The basic approach in the CSF is not controls-based but an approach to cybersecurity across the organization that focuses on how the efforts taken in pursuit of cybersecurity work in practice and from planning to response and recovery to a cyber incident. There is a fundamental focus on the people and process as well as the technology aspects of cybersecurity. The difference between CSF and an information security standard or control system is not always well-understood as evidenced by the desire of many to directly measure the implementation of the CSF in organizations. CSF is complementary with existing control systems but works best as a planning document that allows the organization to assess its current cybersecurity posture and create a goal for the future. (The CSF calls the results of these analyses current or “as is” and target or “to be” Profiles.)
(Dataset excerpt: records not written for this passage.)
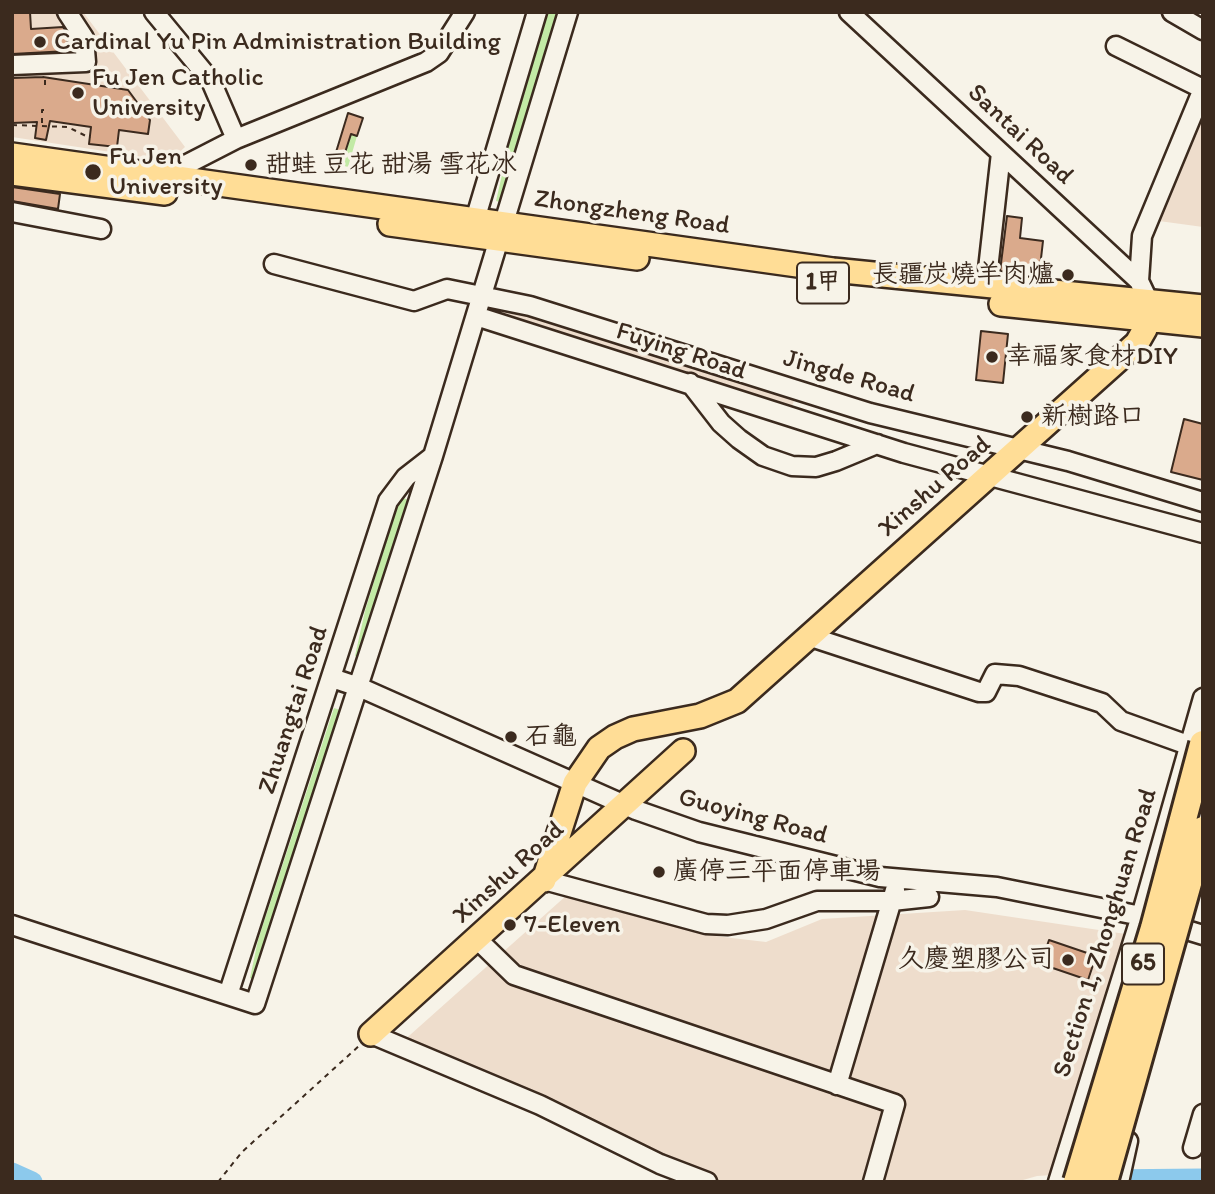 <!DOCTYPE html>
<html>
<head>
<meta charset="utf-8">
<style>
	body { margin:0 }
	#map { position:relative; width:1215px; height:1194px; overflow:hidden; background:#f7f3e8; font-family:Itim,sans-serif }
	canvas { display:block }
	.frame { position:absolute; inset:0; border:14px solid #3b2a1e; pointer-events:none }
</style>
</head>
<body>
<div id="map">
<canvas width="1215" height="1194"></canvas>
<div class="frame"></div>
</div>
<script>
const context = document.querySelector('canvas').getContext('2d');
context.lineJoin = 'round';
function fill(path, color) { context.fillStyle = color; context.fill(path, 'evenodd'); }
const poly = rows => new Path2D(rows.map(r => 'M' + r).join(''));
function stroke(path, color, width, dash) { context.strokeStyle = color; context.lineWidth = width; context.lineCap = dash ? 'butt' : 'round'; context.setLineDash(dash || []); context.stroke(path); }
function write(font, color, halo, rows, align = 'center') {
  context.font = font + ' Itim,"LXGW WenKai TC",sans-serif'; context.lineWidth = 7; context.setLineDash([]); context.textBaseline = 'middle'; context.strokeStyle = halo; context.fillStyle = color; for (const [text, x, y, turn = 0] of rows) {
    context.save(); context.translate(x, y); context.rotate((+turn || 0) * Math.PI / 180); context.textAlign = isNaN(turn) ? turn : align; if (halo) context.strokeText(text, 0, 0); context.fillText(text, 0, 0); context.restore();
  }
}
fill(poly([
	[12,12,83,12,185,147,170,161,12,137],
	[1203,107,1203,227,1159,221,1171,174],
	[500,304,796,396,792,406,498,316],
	[567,895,706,935,766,942,822,919,965,910,1139,936,1069,1174,1037,1176,1016,1182,720,1182,401,1043]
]), '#edc');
fill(poly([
	[548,12,557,12,500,202,496,201,512,131],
	[351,134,357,136,348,167,341,165],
	[400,497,409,500,359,657,355,656,365,611],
	[334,708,343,711,254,980,250,978,258,940]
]), '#c2eaa5');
stroke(poly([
	[12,1173,32,1182],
	[1100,1180,1203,1179]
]), '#8cc9ec', 21);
const building = poly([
	[12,12,30,12,31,29,63,27,67,33,68,51,12,54,12,12],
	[43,77,128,90,150,120,148,134,119,130,117,147,89,144,91,127,50,121,46,140,35,138,37,122,12,123,12,78,43,77],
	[348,113,363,118,357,136,351,134,341,165,333,162,348,113],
	[12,187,60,194,58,209,12,201,12,187],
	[1007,216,1022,218,1020,238,1043,241,1039,276,1000,271,1007,216],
	[981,331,1008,334,1003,383,976,380,981,331],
	[1184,419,1203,424,1203,480,1171,472,1184,419],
	[1049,940,1096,956,1088,980,1041,964,1049,940]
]);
fill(building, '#daaa8c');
stroke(building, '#3b2a1e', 2);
const minor = poly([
	[154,12,211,81,236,139],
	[849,12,1139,281,1149,302],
	[1172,12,1203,30],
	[1116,46,1203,89,1142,236,1139,281],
	[12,65,86,62,84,38,67,12],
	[164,176,236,139,426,62,439,53,465,12],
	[12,212,101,229],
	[472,230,537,12],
	[274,264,414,301,447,289,530,306,870,413,1068,461,1203,502],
	[986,287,1001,153],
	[476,316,904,453,1203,533],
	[690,383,721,423,739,439,763,456,792,466,816,467,836,461,877,444],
	[808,636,979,692,986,692,995,674,1019,676,1102,703,1121,721,1199,749],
	[332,678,359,687,636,810,699,832,880,877,997,887,1141,916,1203,935],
	[544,880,706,924,728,925,766,919,817,901,892,901,929,897],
	[12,925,255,1004,433,456,568,12],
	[478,940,514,975,895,1104,873,1182],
	[228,995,388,501,406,477,433,456],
	[371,1034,540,1105,660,1164,707,1182],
	[837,1085,895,890],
	[1193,1148,1203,1114],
	[1058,1182,1141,916,1203,698],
	[1119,1182,1128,1141]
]);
const major = poly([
	[12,155,833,270,1203,307],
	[12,173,165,193],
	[390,224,637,258],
	[1001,304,1203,325],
	[544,880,575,783,599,748,615,737,633,729,700,716,737,701,1137,343,1145,329,1149,305],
	[371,1034,683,751]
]);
stroke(minor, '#3b2a1e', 23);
stroke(major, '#3b2a1e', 28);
stroke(poly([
	[45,85,45,80,48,80],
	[42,123,42,110,45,110],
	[12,125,68,127,90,138],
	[218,1182,242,1152,360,1045]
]), '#3b2a1e', 2, [5, 5]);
stroke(minor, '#f7f3e8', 18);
stroke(major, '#ffdd96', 23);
const highwayBridge = poly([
	[1077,1182,1154,928,1203,744],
	[1104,1182,1203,830]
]);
stroke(highwayBridge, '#3b2a1e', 32, []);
stroke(highwayBridge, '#ffdd96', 26);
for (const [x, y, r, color] of [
	[40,42,7,"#3b2a1e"],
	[78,93,7,"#3b2a1e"],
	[251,165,7,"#3b2a1e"],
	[93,172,9,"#3b2a1e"],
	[1068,275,7,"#3b2a1e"],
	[992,357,7,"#3b2a1e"],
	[1027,417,7,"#3b2a1e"],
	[511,737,7,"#3b2a1e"],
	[659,872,7,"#3b2a1e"],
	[510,925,7,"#3b2a1e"],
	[1068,960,7,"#3b2a1e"]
]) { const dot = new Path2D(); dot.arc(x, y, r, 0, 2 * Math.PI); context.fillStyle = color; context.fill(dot); stroke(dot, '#f7f3e8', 2.5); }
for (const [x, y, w] of [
	[823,283,52],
	[1143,964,42]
]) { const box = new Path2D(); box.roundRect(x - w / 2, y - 20.5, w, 41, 5); context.fillStyle = '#f7f3e8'; context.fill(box); stroke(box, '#3b2a1e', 2); }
write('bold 24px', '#3b2a1e', null, [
	["1甲",823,283],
	["65",1143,964]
]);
write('26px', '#3b2a1e', '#f7f3e8', [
	["Cardinal Yu Pin Administration Building",54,42],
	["Fu Jen Catholic",92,78],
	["University",92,108],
	["Fu Jen",109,157],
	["University",109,187],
	["甜蛙 豆花 甜湯 雪花冰",265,165],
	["長疆炭燒羊肉爐",1054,275,"right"],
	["幸福家食材DIY",1006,357],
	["新樹路口",1041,417],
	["石龜",525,737],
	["廣停三平面停車場",673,872],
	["7-Eleven",524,925],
	["久慶塑膠公司",1054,960,"right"]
], 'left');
write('26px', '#3b2a1e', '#f7f3e8', [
	["Santai Road",1020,135,43],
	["Zhongzheng Road",632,213,8],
	["Fuying Road",681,352,18],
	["Jingde Road",849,377,16],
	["Xinshu Road",935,487,-41],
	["Zhuangtai Road",294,710,-72],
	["Guoying Road",753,817,15],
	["Xinshu Road",509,873,-42],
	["Section 1, Zhonghuan Road",1106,933,-73]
]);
</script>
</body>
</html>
One month shy of CSF’s three year anniversary in January of this year, NIST released the first draft of a revision, Version 1.1 (linked here with the mark-up from the existing version). Following a comment period and 108 comments submitted by parties ranging from companies to trade associations, other nation’s governments to other government agencies, NIST published a summary of the comments and drafted an agenda for the latest in its series of workshops to discuss the draft.
NIST has used the workshop process to collect input and develop the Framework from the time the President mandated the creation of the CSF through the early period of its implementation. This latest workshop provided an opportunity to focus on the draft Version 1.1 and try and determine how best to proceed. (Full disclosure: I acted as a paid moderator at the latest Workshop for the a few of the sessions.)
NIST has now released its summary of the Workshop’s sessions in a 20 page summary that covers each aspect of the agenda of the Workshop with a summary of the discussions that took place in each of those sessions. I commend the entire document to your attention.